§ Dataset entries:
===============

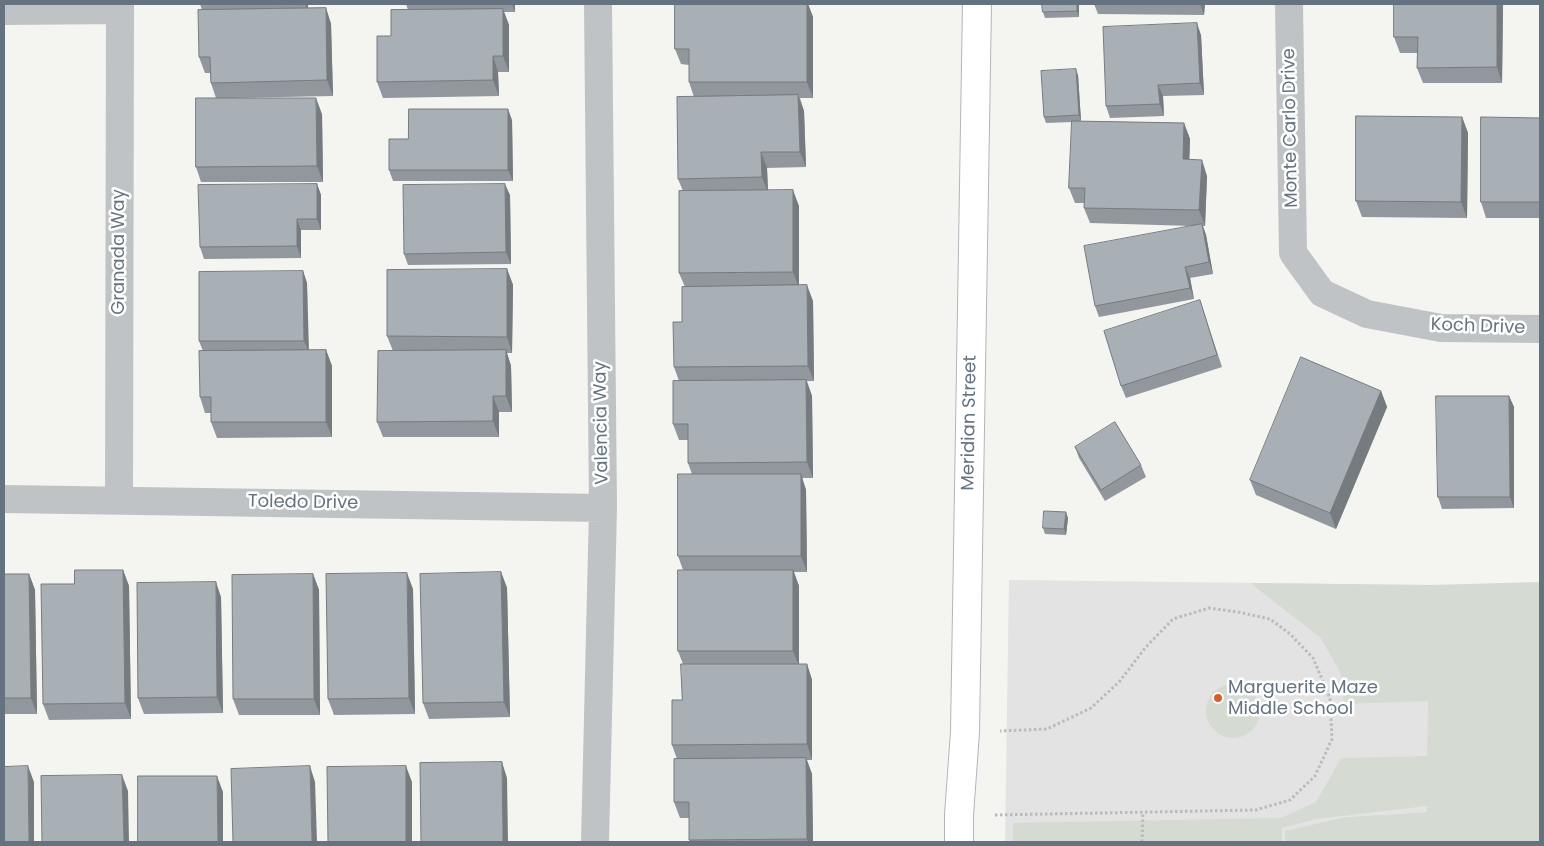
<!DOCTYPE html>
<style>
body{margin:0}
#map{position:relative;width:1544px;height:846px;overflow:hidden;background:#f4f4f1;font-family:Poppins,sans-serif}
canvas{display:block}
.frame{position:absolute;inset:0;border:5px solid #657280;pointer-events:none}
</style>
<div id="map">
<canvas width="1544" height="846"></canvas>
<div class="frame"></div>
</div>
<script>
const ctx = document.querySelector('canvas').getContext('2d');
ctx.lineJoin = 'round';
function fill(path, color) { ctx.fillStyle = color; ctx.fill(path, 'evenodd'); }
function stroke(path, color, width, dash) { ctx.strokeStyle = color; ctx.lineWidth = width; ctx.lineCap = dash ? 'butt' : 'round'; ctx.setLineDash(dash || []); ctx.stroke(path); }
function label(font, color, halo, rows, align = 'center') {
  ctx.font = font + ' Poppins,sans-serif'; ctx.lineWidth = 5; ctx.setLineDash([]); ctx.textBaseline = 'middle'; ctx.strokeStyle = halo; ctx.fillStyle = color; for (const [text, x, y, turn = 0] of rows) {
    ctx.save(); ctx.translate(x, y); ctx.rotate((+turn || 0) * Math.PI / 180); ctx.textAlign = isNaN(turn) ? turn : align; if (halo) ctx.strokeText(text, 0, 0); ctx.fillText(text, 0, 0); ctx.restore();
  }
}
fill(new Path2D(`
 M1009,580L1429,585L1427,812L1346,817L1285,842H1005Z`), '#e2e3e2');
fill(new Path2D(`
 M1540,582V842H1285V831L1346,817L1427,812V806L1316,819L1282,828V842H1013V823L1281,818L1316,802L1341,758L1427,756L1428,701L1344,704L1340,672L1320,637L1250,583L1429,585Z
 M1206 711a27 27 0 1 1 54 0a27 27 0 1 1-54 0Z`), '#d5dbd2');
const secondary = new Path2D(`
 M959,842V815L965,732L977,4`);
stroke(secondary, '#b2b6ba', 30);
stroke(new Path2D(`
 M995,815L1256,810L1290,800L1315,776L1332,739L1330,698L1313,658L1290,634L1270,619L1238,612L1209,608L1173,619L1145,648L1120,681L1091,708L1047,729L1000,731
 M1142,842L1143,812`), '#b9bbbd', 3, [2.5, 2.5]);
stroke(new Path2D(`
 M1289,4L1293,253L1322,293L1367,314L1441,328L1540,329
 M4,11L120,10
 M4,499L603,508
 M119,500L120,4
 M595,842L603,508L598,4`), '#bfc3c6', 28);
stroke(secondary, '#fff', 28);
fill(new Path2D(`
 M200,4H308V8H326L331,24L333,96L232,98L322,114L323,182H201L196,167L216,98L211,83L210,73H205L199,57L202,10Z
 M406,4H515V12H504L509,25V72H498L499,96L383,98L377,82L408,10Z
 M675,4H812H808L813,17V98H800L804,111L806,167L767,168L768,190L799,206V285L813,301L814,381H807L812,396L813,478H802L806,490L807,572H794L799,586V664H807L812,680V760H807L812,774L813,842H690L689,840V818H680L674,802L677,759L672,745L682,700L683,664L678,651L683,570L678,556L692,474L688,463V440H679L673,424L679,381L674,367L682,322L685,287L679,273L683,191L678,179L694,97L689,82V65L681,64L675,49Z
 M1042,4H1079V17L1045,18L1043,12Z
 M1094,4H1205L1204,15L1098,14Z
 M1394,4H1503L1502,83H1423L1417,68V53H1400L1394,37Z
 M1201,35L1204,95L1163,96L1164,116L1110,118L1106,106Z
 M1078,75L1081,121L1184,123L1190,139L1189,159L1207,176L1205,226H1203L1206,235L1213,274L1190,278L1194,299L1099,317L1095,306L1192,226L1090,223L1084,208V203H1075L1069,188L1072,122L1046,123L1044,117Z
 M1462,117L1468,133L1467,218L1362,217L1356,201Z
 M1540,118V218H1486L1481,202Z
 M512,120L513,181H393L389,170L408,139Z
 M317,184L321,195V230H301V258L204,259L200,247Z
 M510,195L511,264L408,265L404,254Z
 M507,269L513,285L512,353H507L511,366L512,412H499V437H383L377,422L393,351L387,336Z
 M303,271L307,283L308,350H326L332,366V437L217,438L211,422V413H205L200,397L203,351L199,341Z
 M1200,300L1222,367L1126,398L1121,386Z
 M1381,391L1387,407L1336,529L1256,495L1250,480Z
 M1509,396L1514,407V508L1442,509L1438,497Z
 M1075,447L1141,465L1146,477L1105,501L1079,458Z
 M1068,518L1066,535L1045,534L1043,528Z
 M123,570L129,586L131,719L49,720L43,704L74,584Z
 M501,572L507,588L510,717L429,719L423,703Z
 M4,574H29L35,590L37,714H4Z
 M313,574L319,590L320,715H239L233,699Z
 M413,589L415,714L334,715L328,699Z
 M221,597L223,713L144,714L138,698Z`), '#91979c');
fill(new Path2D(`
 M305,4H308V12Z
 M512,4H515V12Z
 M807,4H808L813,17V98L807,82Z
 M1077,4H1079V17L1077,11Z
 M1200,4H1205L1204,15Z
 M1497,4H1503L1502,83L1497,67Z
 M326,8L331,24L333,96L327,80Z
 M503,9L509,25V72L503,56Z
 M1197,23L1201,35L1204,95L1200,83Z
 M493,56L498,72L499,96L493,80Z
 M1076,69L1078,75L1081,121L1079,115Z
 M1158,85L1163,96L1164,116L1160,104Z
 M798,95L804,111L806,167L800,152Z
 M316,98L322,114L323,182L317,166Z
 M508,109L512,120L513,181L508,170Z
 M1462,117L1468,133L1467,218L1461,202Z
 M1184,123L1190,139L1189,175L1183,159Z
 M761,152L767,168L768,193L762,177Z
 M1202,160L1207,176L1205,226L1199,210Z
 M317,184L321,195V230L317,219Z
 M505,184L510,195L511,264L506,252Z
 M793,190L799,206V288L793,272Z
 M297,219L301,230V258L297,246Z
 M1202,224L1206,235L1213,274L1209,262Z
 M1185,267L1190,278L1194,299L1190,288Z
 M507,269L513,285L512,353L507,337Z
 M303,271L307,283L309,352L304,341Z
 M807,285L813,301L814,381L808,366Z
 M326,350L332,366V437L326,422Z
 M506,350L511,366L512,412L506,396Z
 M806,380L812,396L813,478L807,462Z
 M1381,391L1387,407L1336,529L1330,513Z
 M493,396L499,412V437L493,421Z
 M1509,396L1514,407V508L1510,497Z
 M801,474L806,490L807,572L801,556Z
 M1066,512L1068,518L1066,535L1064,529Z
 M123,570L129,586L131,719L125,703Z
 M793,570L799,586V666L793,651Z
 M501,572L507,588L510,717L504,702Z
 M407,573L413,589L415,714L409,698Z
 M29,574L35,590L37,714L31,698Z
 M313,574L319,590L320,715L314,699Z
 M216,582L221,597L223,713L217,697Z
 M807,664L812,680V760L807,744Z
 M806,758L812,774L813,842H808L807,839Z
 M502,762L507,778L508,842H503Z
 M28,766L34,782V842H29Z
 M310,766L315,782L317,842H312Z
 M406,766L412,782V842H406Z
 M122,775L128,791L129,842H124Z
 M217,776L223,792V842H218Z`), '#767b7f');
const building = new Path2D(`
 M675,4H807V82H689V49H675Z
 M1042,4H1077V11L1043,12Z
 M1394,4H1497V67L1417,68L1418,37H1394Z
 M326,8L327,80L211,83L210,57H199L198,10Z
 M503,9V56H493V80L377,82V36H391V10Z
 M1197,23L1200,83L1158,85L1160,104L1106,106L1103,27Z
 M1076,69L1079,115L1044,117L1041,71Z
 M798,95L800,152H761L762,177L678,179L677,97Z
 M196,98H316L317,166L196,167Z
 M409,109H508V170H389V139H408Z
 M1356,116L1462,117L1461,202L1356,201Z
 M1481,117L1540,118V202H1481Z
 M1072,121L1184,123L1183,159L1202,160L1199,210L1084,208L1085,188H1069Z
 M317,184V219H297V246L200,247L198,185Z
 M505,184L506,252L404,254L403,185Z
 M793,190V272L679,273V191Z
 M1202,224L1209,262L1185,267L1190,288L1095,306L1084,246Z
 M507,269V337L387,336V270Z
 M303,271L304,341H199V272Z
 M807,285L808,366L674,367L673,322H682V287Z
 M1200,300L1217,355L1121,386L1104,331Z
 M326,350V422H211V397H200L199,351Z
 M506,350V396H493V421L377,422L378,351Z
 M1301,357L1381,391L1330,513L1250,480Z
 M806,380L807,462L688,463V424H673V381Z
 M1436,396H1509L1510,497H1438Z
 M1115,422L1141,465L1101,490L1075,447Z
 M678,474H801V556H678Z
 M1044,511L1066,512L1064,529L1043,528Z
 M75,570H123L125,703L43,704L41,584H74Z
 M678,570H793V651H678Z
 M501,572L504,702L423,703L420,574Z
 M407,573L409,698L328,699L326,574Z
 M4,574H29L31,698H4Z
 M313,574L314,699H233L232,575Z
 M216,582L217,697L138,698L137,583Z
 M681,664H807V744L672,745V700H682Z
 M806,758L807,839L689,840V802H674V759Z
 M502,762L503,842H421L420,763Z
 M28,766L29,842H4V767Z
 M310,766L312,842H233L231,769Z
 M406,766V842H328L327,767Z
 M122,775L124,842H42L41,776Z
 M138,776H217L218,842H138Z`);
fill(building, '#a9b0b5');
stroke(building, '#767b7f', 1);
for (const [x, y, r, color] of [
 [1218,698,5,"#d95e2c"]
]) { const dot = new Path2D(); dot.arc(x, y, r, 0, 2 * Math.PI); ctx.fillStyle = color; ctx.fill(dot); stroke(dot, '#fff', 2); }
label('18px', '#657280', '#fff', [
 ["Monte Carlo Drive",1291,128,-91],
 ["Granada Way",119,252,-90],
 ["Koch Drive",1478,327,2],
 ["Valencia Way",602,423,-91],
 ["Meridian Street",970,423,-89],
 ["Toledo Drive",303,503,1]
]);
label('18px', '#657280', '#fff', [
 ["Marguerite Maze",1228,688],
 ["Middle School",1228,709]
], 'left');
</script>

===============

§ Task brief: What you give back must be the stretch above, starting at the line with "M297,219L301,230V258L297,246Z" and ending at the line with "M196,98H316L317,166L196,167Z", copied exactly.

§ Answer for the task:
 M297,219L301,230V258L297,246Z
 M1202,224L1206,235L1213,274L1209,262Z
 M1185,267L1190,278L1194,299L1190,288Z
 M507,269L513,285L512,353L507,337Z
 M303,271L307,283L309,352L304,341Z
 M807,285L813,301L814,381L808,366Z
 M326,350L332,366V437L326,422Z
 M506,350L511,366L512,412L506,396Z
 M806,380L812,396L813,478L807,462Z
 M1381,391L1387,407L1336,529L1330,513Z
 M493,396L499,412V437L493,421Z
 M1509,396L1514,407V508L1510,497Z
 M801,474L806,490L807,572L801,556Z
 M1066,512L1068,518L1066,535L1064,529Z
 M123,570L129,586L131,719L125,703Z
 M793,570L799,586V666L793,651Z
 M501,572L507,588L510,717L504,702Z
 M407,573L413,589L415,714L409,698Z
 M29,574L35,590L37,714L31,698Z
 M313,574L319,590L320,715L314,699Z
 M216,582L221,597L223,713L217,697Z
 M807,664L812,680V760L807,744Z
 M806,758L812,774L813,842H808L807,839Z
 M502,762L507,778L508,842H503Z
 M28,766L34,782V842H29Z
 M310,766L315,782L317,842H312Z
 M406,766L412,782V842H406Z
 M122,775L128,791L129,842H124Z
 M217,776L223,792V842H218Z`), '#767b7f');
const building = new Path2D(`
 M675,4H807V82H689V49H675Z
 M1042,4H1077V11L1043,12Z
 M1394,4H1497V67L1417,68L1418,37H1394Z
 M326,8L327,80L211,83L210,57H199L198,10Z
 M503,9V56H493V80L377,82V36H391V10Z
 M1197,23L1200,83L1158,85L1160,104L1106,106L1103,27Z
 M1076,69L1079,115L1044,117L1041,71Z
 M798,95L800,152H761L762,177L678,179L677,97Z
 M196,98H316L317,166L196,167Z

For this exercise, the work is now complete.